• **DATA PROVIDED**

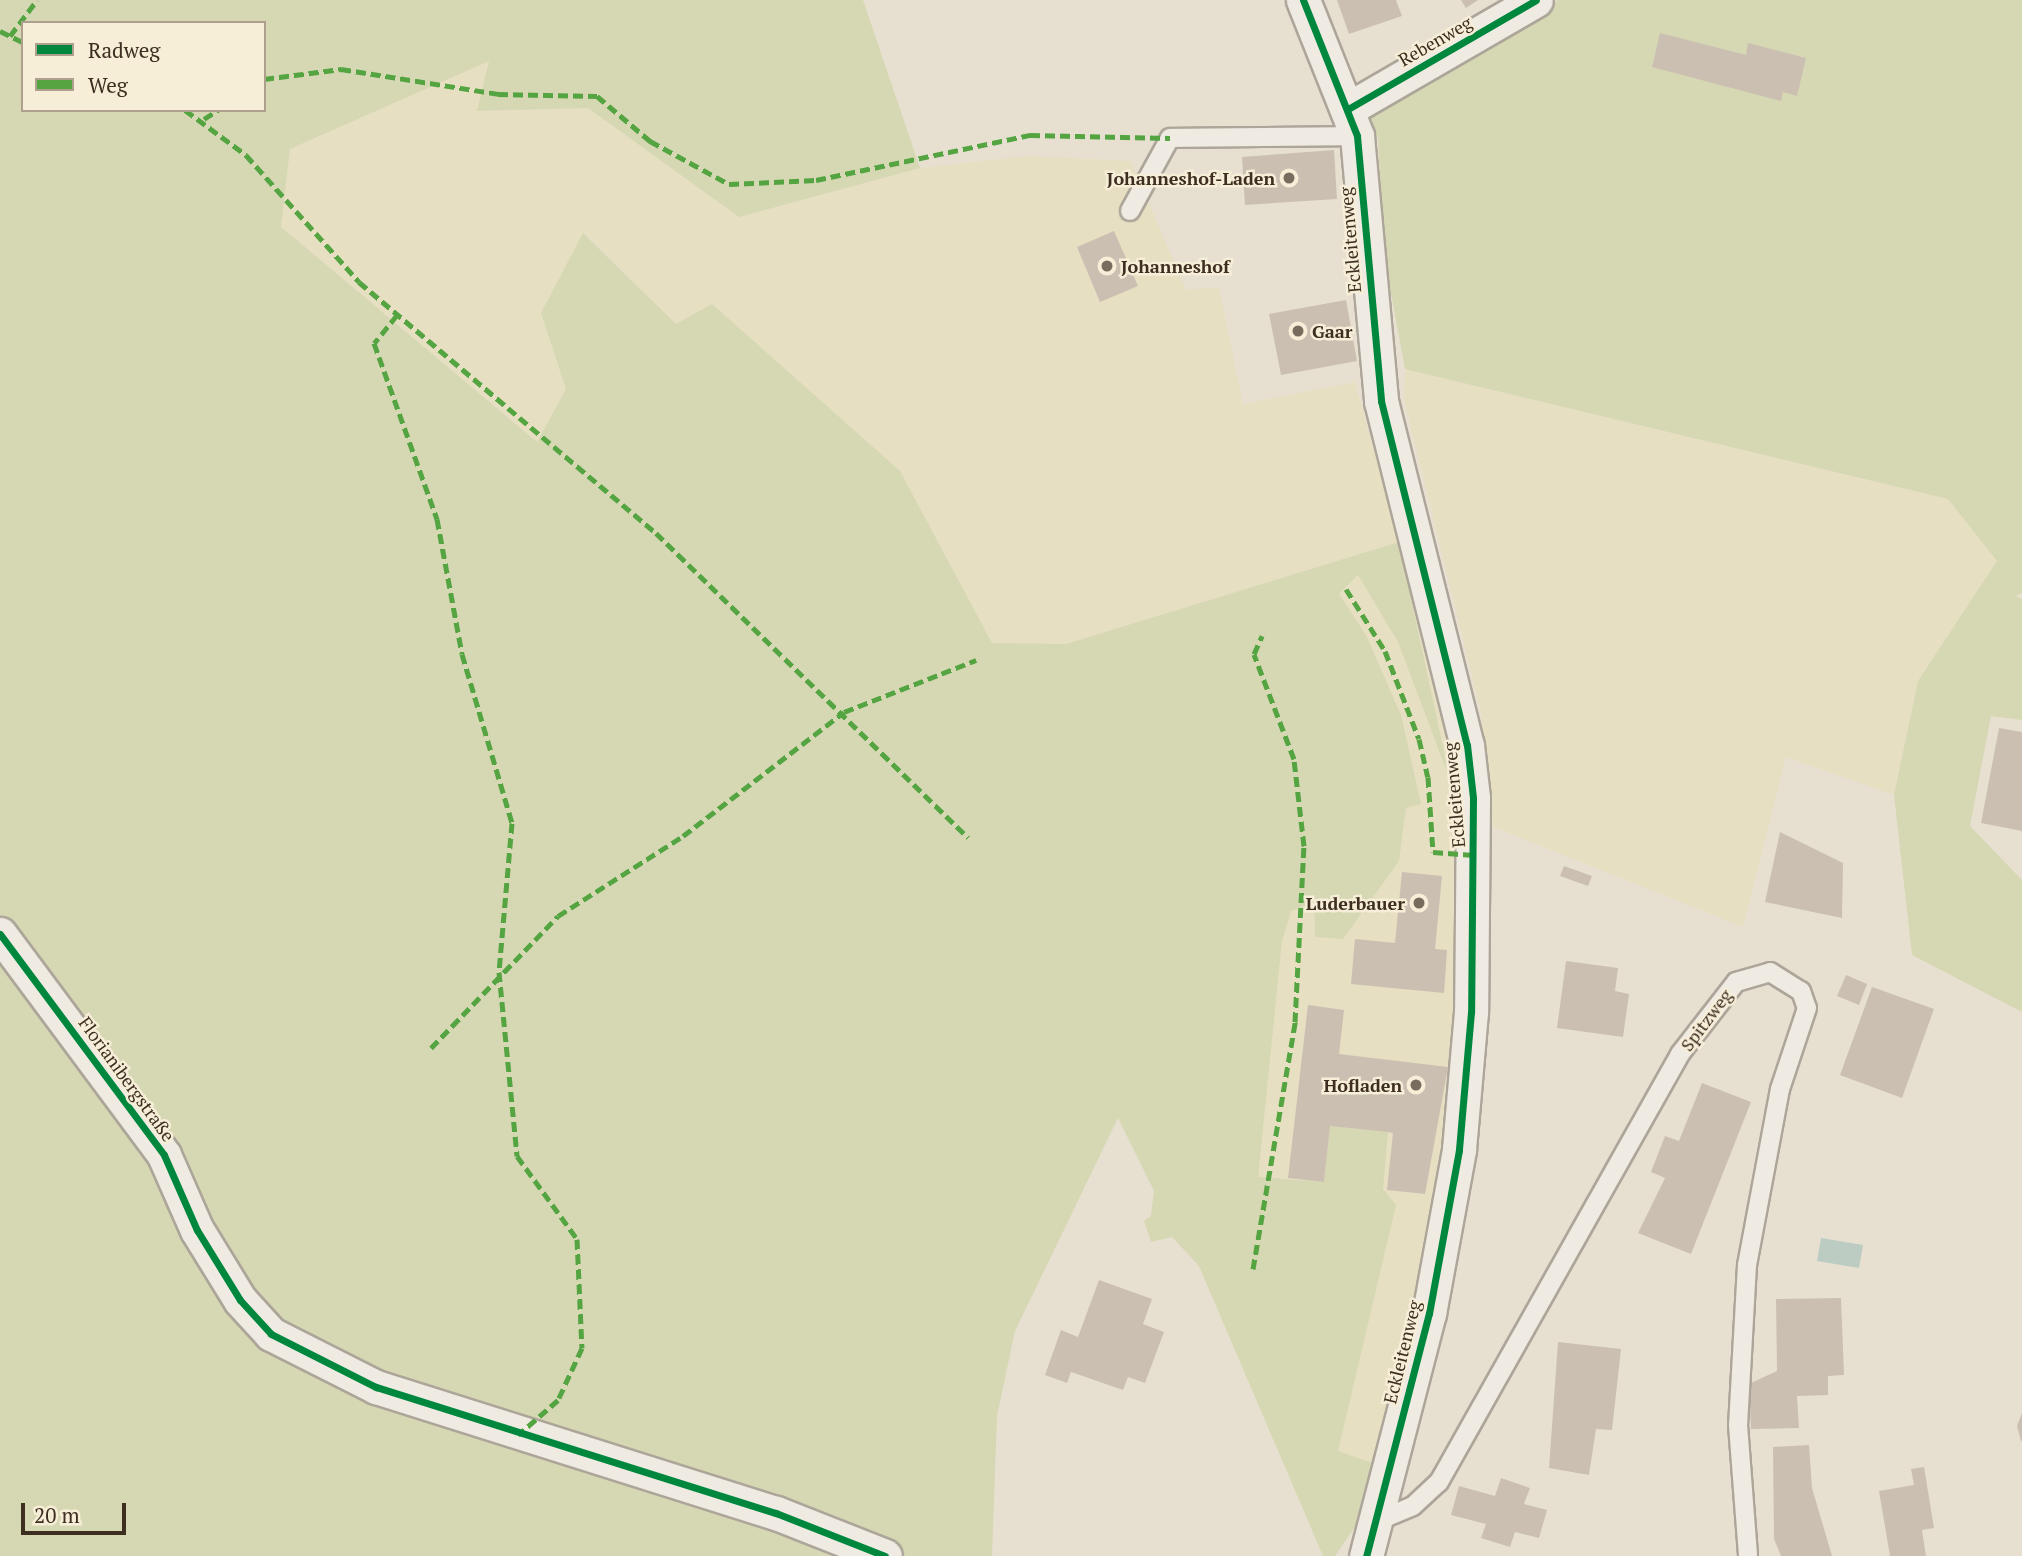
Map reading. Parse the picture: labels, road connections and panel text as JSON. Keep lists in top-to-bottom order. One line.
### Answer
{"streets":{"street":["Rebenweg","Eckleitenweg","Florianibergstraße"],"lane":["Spitzweg"]},"crossings":[["Rebenweg","Eckleitenweg"],["Eckleitenweg","Spitzweg"]],"places":["Johanneshof-Laden","Johanneshof","Gaar","Luderbauer","Hofladen"],"legend":["Radweg","Weg"],"scale_bar":"20 m"}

• **WORK REQUIRED**
The full data, repeated exactly and stripped of its pictures, is the expected answer.

• **SOLUTION BELOW**
Map reading. Parse the picture: labels, road connections and panel text as JSON. Keep lists in top-to-bottom order. One line.
### Answer
{"streets":{"street":["Rebenweg","Eckleitenweg","Florianibergstraße"],"lane":["Spitzweg"]},"crossings":[["Rebenweg","Eckleitenweg"],["Eckleitenweg","Spitzweg"]],"places":["Johanneshof-Laden","Johanneshof","Gaar","Luderbauer","Hofladen"],"legend":["Radweg","Weg"],"scale_bar":"20 m"}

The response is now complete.